ブラジルの片田舎に生まれた普通の女の子が、普通に恋して普通に結婚する生活を夢見ながら、いつの間にかスイスで娼婦になってしまうお話。セックスの問題を、パウロ・コエーリョならではの求道的姿勢から崇高に追求し描いた見事な小説。

パウロ・コエーリョの作品を読むたびにいつも畏敬の意を感じずにいられないのが、彼が、物事の中心に向かってただ真っ直ぐに進んでいるということ。ただいつも、彼が思う人間にとって一番大事なことに向かって迷うことなく筆を切っている姿に感動する。余計なことは書かない。一番大事なこと、一番書くべきこと、語られるべき言葉のためだけに筆が割かれているということ。とても丁寧に、とても勇敢に筆を切る彼の文章には、ただ感動する。透き通っていて高潔で、美しい。

話の内容に次々引き込まれていく。少女期のうぶで若々しく、甘酸っぱく、誰にでもあるような些細な情動の瞬間をするりと丁寧にすくいとった見事な筆致。最初の30ページくらいでもう十分一冊読んだような満足感を得ていた。すごい作家だなぁ。
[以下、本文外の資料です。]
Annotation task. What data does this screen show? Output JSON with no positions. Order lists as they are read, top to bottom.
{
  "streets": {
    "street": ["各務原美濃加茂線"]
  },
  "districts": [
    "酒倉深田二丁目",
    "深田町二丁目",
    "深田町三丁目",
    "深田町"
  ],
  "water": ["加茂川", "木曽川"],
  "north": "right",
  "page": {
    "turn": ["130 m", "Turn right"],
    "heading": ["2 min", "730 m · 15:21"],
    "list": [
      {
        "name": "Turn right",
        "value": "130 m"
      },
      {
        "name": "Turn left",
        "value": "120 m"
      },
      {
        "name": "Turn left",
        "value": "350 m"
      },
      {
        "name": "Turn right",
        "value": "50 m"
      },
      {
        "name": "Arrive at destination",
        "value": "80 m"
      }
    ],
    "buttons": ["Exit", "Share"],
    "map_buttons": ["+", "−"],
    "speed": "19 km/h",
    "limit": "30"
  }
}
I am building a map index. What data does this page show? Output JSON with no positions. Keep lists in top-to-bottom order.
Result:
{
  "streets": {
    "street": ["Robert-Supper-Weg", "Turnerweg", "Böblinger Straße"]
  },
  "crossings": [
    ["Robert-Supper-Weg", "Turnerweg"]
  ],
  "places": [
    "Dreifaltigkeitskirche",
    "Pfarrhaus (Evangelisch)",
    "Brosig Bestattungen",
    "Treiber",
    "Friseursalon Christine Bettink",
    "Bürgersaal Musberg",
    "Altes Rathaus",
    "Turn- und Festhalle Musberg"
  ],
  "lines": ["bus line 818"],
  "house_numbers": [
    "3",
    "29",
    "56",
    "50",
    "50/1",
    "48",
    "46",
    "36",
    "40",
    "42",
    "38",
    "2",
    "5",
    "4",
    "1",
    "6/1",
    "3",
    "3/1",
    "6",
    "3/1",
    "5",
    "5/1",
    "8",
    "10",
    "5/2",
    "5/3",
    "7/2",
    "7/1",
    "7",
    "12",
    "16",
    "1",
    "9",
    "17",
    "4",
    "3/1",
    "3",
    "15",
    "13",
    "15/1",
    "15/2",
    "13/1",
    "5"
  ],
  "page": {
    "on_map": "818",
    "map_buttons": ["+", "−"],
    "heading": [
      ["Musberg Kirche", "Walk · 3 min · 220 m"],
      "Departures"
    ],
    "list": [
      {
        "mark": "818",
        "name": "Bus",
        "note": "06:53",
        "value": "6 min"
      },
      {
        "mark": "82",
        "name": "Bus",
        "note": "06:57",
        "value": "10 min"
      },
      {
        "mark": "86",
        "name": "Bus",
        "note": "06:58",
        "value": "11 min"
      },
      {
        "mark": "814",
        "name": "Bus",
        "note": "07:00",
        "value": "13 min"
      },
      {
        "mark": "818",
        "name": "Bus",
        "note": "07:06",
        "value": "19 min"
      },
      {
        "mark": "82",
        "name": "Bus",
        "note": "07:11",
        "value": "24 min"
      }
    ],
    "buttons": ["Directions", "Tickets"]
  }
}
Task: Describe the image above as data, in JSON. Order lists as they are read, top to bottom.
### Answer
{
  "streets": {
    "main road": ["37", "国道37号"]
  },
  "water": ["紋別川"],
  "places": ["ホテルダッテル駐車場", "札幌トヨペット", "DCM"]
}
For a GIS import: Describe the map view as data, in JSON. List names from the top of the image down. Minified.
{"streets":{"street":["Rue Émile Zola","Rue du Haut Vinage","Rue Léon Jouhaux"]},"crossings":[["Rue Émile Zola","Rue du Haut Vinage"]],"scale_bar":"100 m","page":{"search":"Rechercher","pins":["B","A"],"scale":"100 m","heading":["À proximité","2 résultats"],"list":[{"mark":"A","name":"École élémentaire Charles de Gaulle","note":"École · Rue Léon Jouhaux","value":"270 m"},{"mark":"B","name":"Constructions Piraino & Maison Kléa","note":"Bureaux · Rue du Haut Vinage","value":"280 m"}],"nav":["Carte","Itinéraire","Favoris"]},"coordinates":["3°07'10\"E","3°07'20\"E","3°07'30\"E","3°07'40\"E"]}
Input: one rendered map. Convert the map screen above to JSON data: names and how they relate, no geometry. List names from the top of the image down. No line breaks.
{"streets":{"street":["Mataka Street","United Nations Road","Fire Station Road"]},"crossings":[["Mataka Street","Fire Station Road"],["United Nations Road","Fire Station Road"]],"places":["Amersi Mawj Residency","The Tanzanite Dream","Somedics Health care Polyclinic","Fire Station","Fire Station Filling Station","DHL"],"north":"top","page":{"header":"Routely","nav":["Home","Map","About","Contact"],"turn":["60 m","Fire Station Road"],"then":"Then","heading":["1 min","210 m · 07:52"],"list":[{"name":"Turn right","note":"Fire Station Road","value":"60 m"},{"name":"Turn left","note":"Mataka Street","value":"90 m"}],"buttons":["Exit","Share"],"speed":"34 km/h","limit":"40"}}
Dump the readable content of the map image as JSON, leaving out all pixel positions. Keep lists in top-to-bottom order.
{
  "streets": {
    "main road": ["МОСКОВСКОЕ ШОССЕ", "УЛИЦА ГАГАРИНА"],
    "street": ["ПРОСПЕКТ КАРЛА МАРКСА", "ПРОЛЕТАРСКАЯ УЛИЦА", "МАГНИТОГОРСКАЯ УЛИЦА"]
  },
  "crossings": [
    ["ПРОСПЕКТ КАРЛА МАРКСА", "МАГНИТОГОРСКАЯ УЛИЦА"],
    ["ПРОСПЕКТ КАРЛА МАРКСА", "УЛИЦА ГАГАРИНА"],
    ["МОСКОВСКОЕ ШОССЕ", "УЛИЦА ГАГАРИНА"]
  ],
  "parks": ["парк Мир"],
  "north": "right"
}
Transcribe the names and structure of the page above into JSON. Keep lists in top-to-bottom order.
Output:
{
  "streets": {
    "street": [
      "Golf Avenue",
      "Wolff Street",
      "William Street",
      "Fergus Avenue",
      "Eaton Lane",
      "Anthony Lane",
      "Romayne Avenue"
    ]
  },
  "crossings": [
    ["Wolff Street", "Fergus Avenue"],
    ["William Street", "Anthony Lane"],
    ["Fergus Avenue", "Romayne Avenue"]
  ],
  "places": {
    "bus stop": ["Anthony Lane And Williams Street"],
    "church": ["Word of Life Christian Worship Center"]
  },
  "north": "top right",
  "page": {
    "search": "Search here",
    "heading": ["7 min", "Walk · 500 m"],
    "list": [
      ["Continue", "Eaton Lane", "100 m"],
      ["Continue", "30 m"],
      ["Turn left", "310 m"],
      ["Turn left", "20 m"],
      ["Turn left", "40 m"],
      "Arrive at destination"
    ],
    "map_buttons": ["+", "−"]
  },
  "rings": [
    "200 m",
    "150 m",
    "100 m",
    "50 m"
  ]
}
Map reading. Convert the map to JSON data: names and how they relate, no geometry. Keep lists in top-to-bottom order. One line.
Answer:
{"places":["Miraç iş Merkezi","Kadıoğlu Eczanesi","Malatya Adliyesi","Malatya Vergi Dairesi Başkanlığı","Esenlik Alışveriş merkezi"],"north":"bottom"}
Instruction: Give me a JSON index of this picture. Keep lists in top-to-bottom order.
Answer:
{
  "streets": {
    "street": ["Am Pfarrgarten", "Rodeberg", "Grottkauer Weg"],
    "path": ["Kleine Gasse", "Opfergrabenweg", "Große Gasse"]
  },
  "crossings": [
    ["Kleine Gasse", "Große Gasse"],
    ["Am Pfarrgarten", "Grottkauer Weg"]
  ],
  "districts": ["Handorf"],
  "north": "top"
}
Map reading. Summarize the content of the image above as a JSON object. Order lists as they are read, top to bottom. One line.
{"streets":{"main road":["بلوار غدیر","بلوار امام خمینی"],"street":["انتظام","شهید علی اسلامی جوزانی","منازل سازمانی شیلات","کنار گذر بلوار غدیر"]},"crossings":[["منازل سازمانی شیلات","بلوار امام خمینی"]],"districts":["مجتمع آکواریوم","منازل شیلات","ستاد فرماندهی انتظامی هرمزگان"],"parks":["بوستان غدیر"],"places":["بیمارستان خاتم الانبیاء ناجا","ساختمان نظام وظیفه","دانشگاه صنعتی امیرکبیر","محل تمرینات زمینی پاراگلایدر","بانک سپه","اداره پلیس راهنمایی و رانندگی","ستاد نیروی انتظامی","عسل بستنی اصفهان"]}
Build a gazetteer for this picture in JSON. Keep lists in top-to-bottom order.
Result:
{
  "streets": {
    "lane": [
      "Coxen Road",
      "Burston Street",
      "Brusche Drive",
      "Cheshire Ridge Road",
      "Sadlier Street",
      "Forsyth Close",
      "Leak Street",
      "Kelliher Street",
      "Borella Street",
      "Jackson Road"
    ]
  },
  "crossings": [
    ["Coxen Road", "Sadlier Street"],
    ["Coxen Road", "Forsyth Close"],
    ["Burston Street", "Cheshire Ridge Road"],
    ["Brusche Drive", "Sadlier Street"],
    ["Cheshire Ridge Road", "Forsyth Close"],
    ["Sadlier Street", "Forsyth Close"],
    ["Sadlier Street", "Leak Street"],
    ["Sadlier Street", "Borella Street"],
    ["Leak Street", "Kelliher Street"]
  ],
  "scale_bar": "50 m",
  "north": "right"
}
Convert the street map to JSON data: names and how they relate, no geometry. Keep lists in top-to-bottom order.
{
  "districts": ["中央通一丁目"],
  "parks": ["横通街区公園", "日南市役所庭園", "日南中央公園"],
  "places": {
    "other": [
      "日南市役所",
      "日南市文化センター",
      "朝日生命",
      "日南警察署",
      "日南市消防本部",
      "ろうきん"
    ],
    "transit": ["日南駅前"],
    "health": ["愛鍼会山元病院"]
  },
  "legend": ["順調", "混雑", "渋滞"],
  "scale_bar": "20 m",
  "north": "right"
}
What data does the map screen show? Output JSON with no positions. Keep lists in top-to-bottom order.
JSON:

『アルケミスト』のような作品では高い山の上から聞こえてきていたような哲学的な言葉も、この『11分間』では人間の体温から滲み出ているようで、別の意味で味わい深い。

読書の喜悦を久々に味わった。後半の、二人の全く別の男との出会いから随分色味が変わるのだが、そこからの鬼気迫る密度の高い展開も良い。

コメント

投稿者:terasaki (2008年04月21日 12:27)

早速買ってみたよ!
読んだら感想書きます!

投稿者:Kenichi Tani (2008年04月25日 19:32)

すごい行動力www即断だね。
もう読んだかな? どうだった?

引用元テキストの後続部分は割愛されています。